**Exercise aim**
Set down each record below exactly as it stands. Pictures are not part of the copy.

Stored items

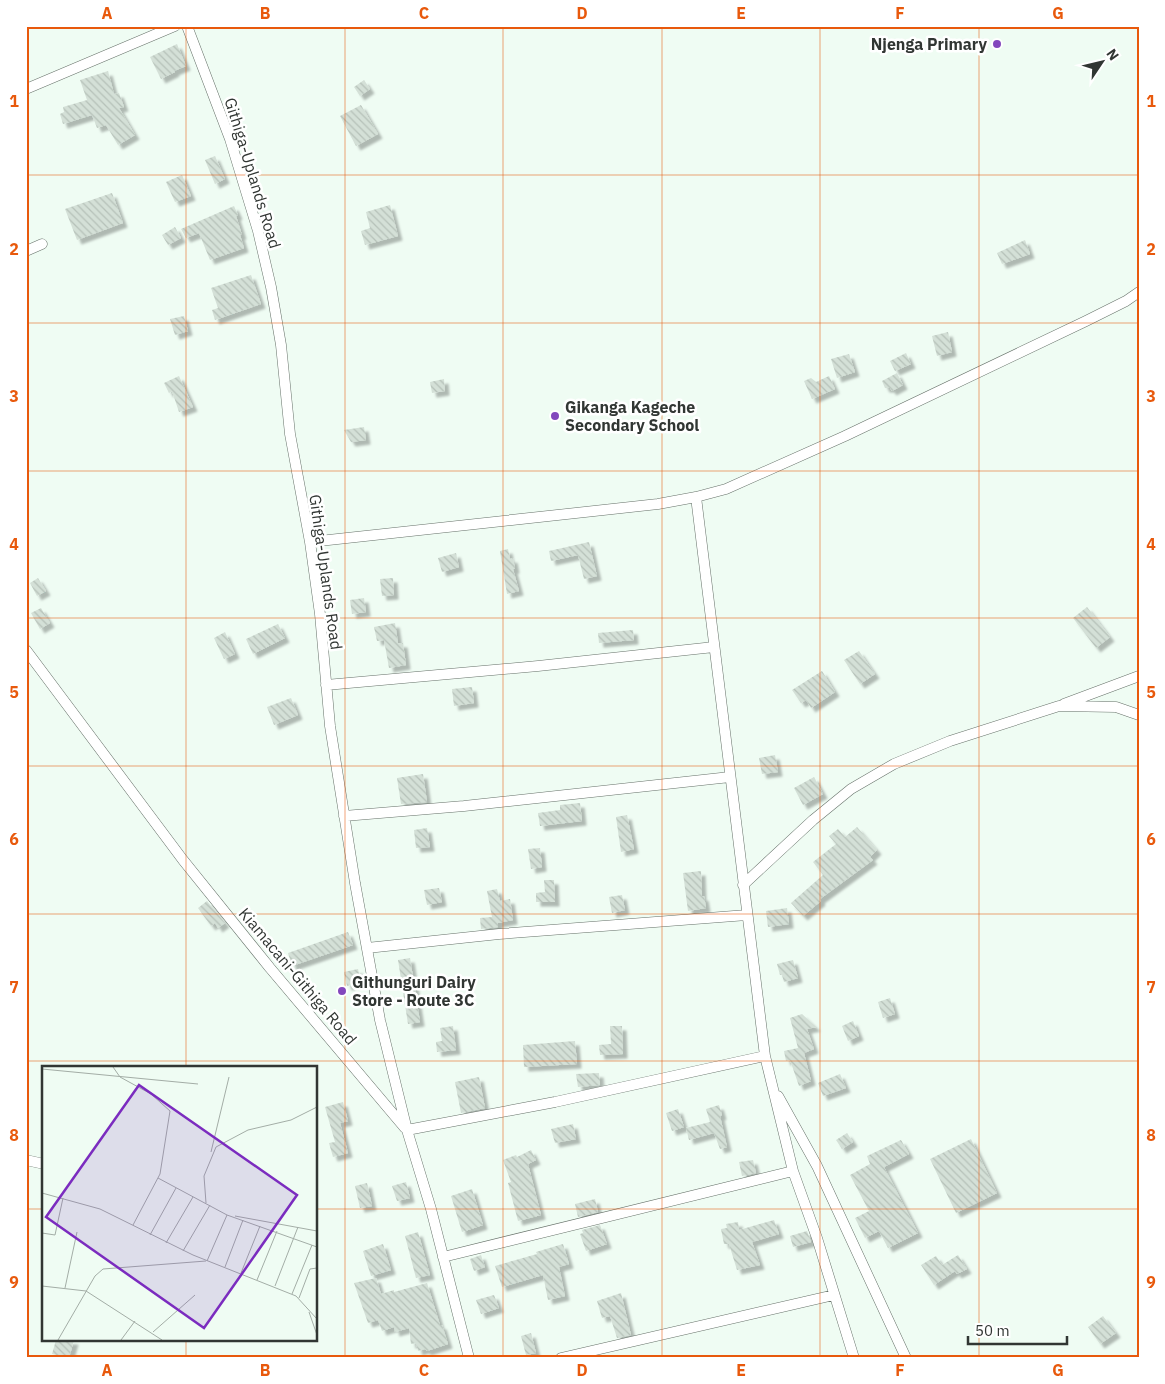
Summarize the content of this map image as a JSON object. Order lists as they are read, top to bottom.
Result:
{
  "streets": {
    "street": ["Githiga-Uplands Road", "Kiamacani-Githiga Road"]
  },
  "crossings": [
    ["Githiga-Uplands Road", "Kiamacani-Githiga Road"]
  ],
  "places": ["Njenga Primary", "Gikanga Kageche Secondary School", "Githunguri Dairy Store - Route 3C"],
  "scale_bar": "50 m",
  "north": "top right",
  "grid": {
    "columns": [
      "A",
      "B",
      "C",
      "D",
      "E",
      "F",
      "G"
    ],
    "rows": [
      "1",
      "2",
      "3",
      "4",
      "5",
      "6",
      "7",
      "8",
      "9"
    ]
  }
}
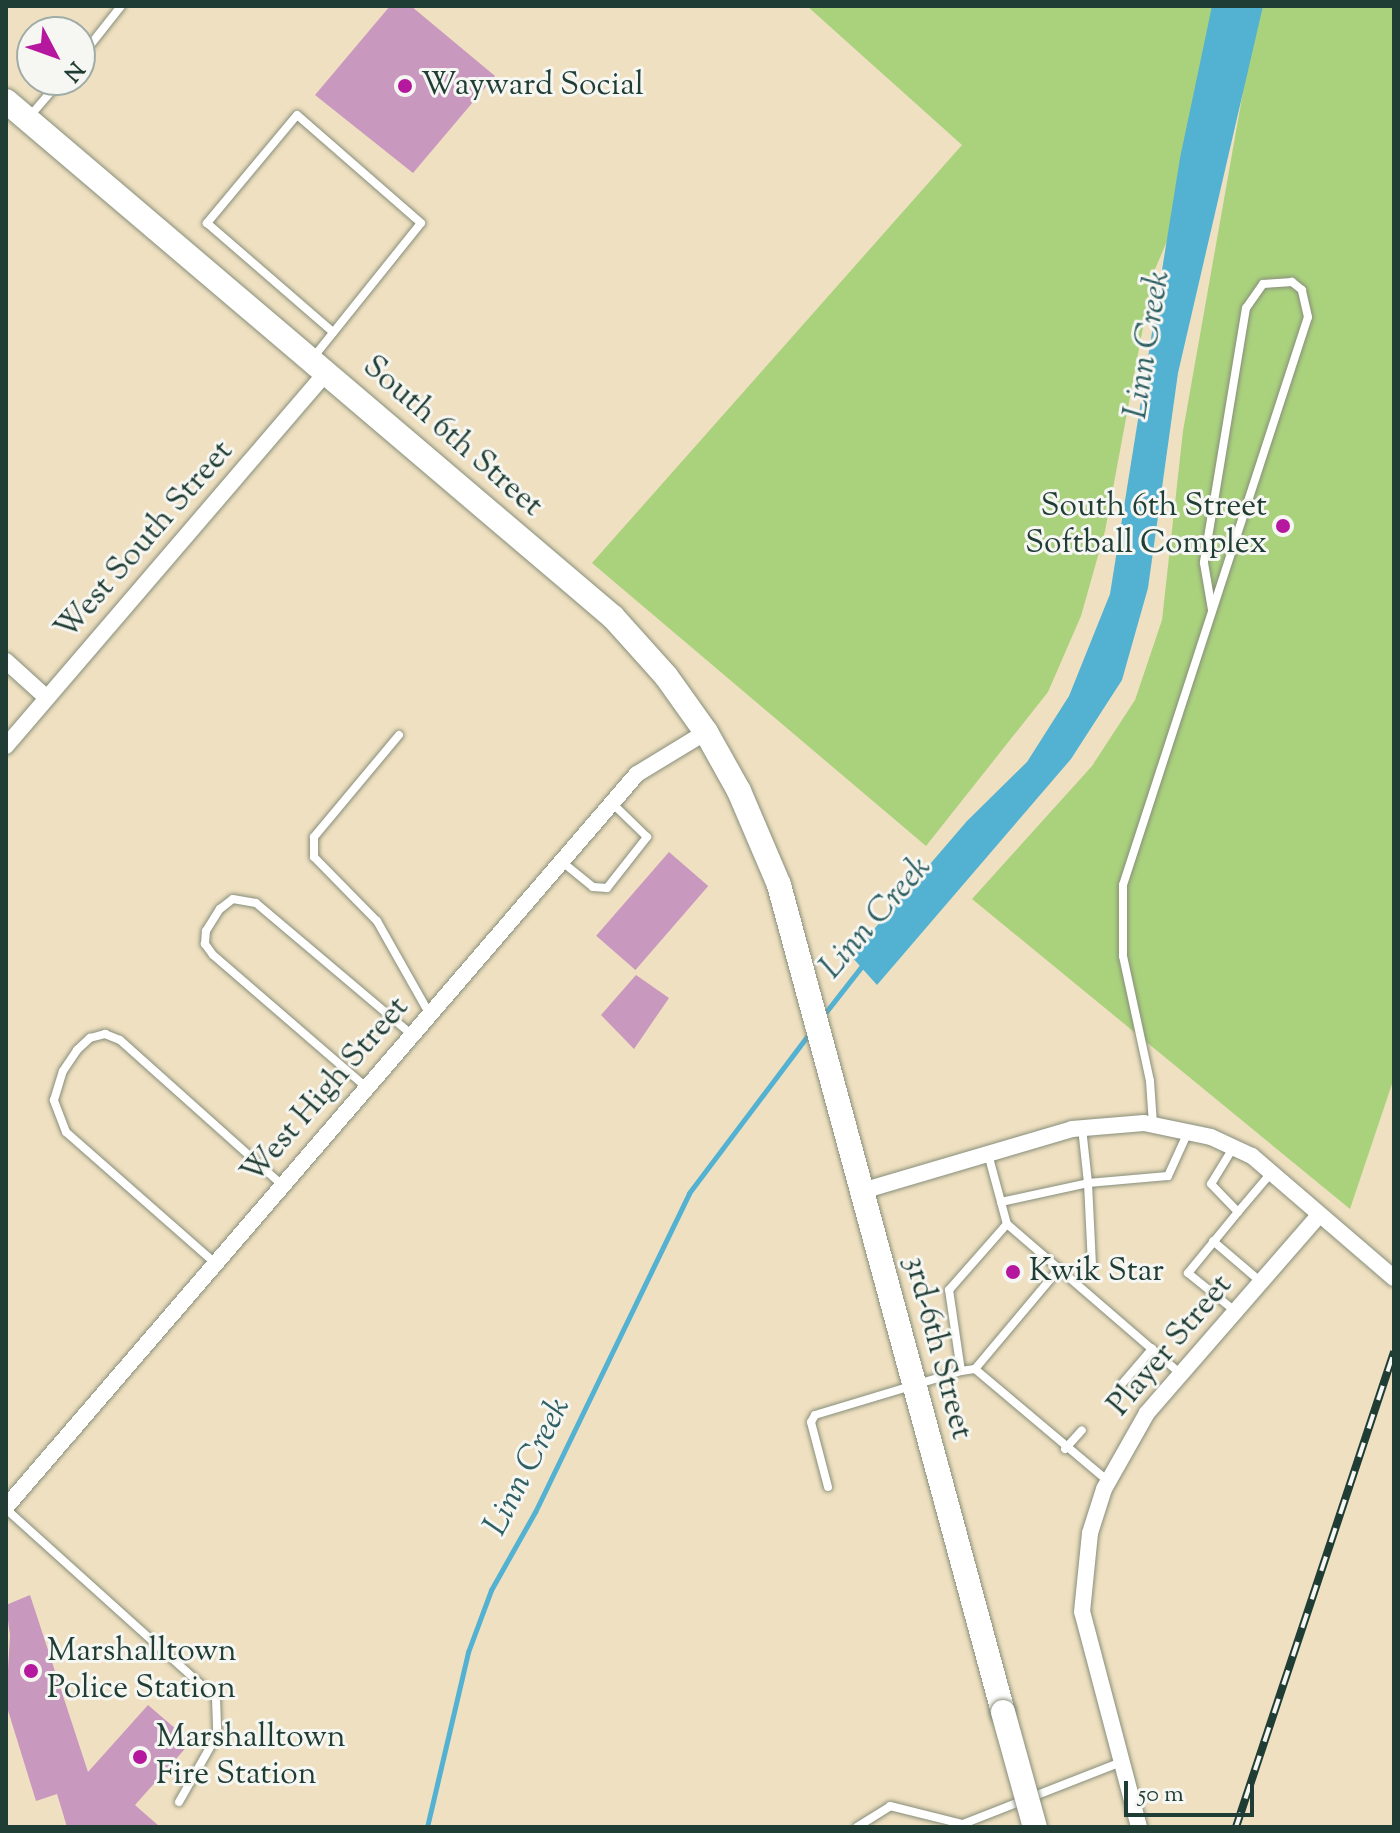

**Your response**
Summarize the content of this map image as a JSON object. Order lists as they are read, top to bottom.
Result:
{
  "streets": {
    "street": ["Githiga-Uplands Road", "Kiamacani-Githiga Road"]
  },
  "crossings": [
    ["Githiga-Uplands Road", "Kiamacani-Githiga Road"]
  ],
  "places": ["Njenga Primary", "Gikanga Kageche Secondary School", "Githunguri Dairy Store - Route 3C"],
  "scale_bar": "50 m",
  "north": "top right",
  "grid": {
    "columns": [
      "A",
      "B",
      "C",
      "D",
      "E",
      "F",
      "G"
    ],
    "rows": [
      "1",
      "2",
      "3",
      "4",
      "5",
      "6",
      "7",
      "8",
      "9"
    ]
  }
}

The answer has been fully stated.